Everyone develops his or her own preferred method, some doing mash out and double sparges to try and get a little more sugar from the grains for a better efficiency.  Below is my method of batch sparging, use this as a guide for your own sparging adventures. 
  1. Set up your mash as you usually would adding 1 - 2 quarts per pound of grain to your mash tun at the appropriate temperature (around 170 degrees Fahrenheit) to have your mash around 152 degrees Fahrenheit for 60 minutes.  Don't forget to pre heat your mash tun, by adding some hot water and letting it sit for about 15 minutes, before you begin the mash.  This will help prevent some heat loss.  Programs like beer smith and pro mash can be used to help determine the correct temperature of your strike water.  This can also be accomplished by the pen and paper method.
  1. Have a beer..  Check your mash temperature about every 15 -20 minutes.
  1. After 60 minutes stir up the mash real good, drain about 1 or 2 quarts of water from the mash tun and slowly pour this back into the tun using the grain bed to filter out any loose debris.  Once the runnings are clearer drain the remaining liquid into the kettle.  This step will compact the grain bed to help filter the debris out of the liquid.

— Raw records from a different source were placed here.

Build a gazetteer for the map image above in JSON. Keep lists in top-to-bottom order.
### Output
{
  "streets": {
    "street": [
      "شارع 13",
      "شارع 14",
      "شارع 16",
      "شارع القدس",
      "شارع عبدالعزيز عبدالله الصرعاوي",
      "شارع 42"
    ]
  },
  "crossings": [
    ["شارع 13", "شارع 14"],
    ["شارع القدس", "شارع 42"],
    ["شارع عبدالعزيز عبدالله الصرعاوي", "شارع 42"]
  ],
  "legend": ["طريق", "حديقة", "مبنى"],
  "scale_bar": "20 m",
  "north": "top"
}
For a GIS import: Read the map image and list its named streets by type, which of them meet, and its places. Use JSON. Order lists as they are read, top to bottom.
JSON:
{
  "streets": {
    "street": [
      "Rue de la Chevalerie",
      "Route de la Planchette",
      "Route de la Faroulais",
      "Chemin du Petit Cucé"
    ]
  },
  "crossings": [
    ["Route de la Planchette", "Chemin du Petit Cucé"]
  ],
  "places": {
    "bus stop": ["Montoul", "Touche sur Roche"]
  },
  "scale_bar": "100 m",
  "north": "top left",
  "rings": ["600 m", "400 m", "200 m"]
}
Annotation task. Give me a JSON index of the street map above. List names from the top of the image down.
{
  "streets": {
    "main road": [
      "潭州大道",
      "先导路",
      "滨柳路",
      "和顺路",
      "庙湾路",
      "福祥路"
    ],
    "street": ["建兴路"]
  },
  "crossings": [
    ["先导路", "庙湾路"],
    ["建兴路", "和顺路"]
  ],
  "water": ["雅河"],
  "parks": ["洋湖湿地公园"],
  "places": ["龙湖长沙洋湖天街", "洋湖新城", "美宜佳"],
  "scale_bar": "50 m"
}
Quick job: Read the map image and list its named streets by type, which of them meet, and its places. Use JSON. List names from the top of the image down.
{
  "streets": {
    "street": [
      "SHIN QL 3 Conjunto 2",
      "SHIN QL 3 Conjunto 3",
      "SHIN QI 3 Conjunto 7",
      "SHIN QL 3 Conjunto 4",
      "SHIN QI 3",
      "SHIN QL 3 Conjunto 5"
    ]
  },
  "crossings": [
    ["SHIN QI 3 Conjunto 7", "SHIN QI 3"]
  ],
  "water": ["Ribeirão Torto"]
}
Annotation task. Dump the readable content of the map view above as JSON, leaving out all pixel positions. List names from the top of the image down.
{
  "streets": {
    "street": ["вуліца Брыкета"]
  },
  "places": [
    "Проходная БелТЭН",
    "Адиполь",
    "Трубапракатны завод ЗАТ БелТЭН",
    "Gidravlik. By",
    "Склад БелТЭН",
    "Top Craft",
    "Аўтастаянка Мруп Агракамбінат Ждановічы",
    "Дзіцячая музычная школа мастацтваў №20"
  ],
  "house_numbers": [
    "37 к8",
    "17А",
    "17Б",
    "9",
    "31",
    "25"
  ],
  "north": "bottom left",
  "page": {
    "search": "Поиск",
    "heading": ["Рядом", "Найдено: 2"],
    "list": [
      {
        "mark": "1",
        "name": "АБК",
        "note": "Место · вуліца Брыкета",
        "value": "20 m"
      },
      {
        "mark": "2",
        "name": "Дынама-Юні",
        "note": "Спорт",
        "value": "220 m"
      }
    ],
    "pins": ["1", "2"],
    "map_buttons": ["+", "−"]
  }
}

  1. Now fill your mash tun with the amount of extra water needed to obtain your desired pre-boil amount keeping in mind how much you already have in your kettle.  Stir the mixture like crazy to help get the remaining sugars from the grain and let sit for about 10 minutes. This sparge water should be around 170 degrees Fahrenheit.  Again, beer smith and pro mash are great programs to help determine the correct amount and temperature of the sparge water.
  1. Repeat step 2 and 3, now you are ready to start your boil!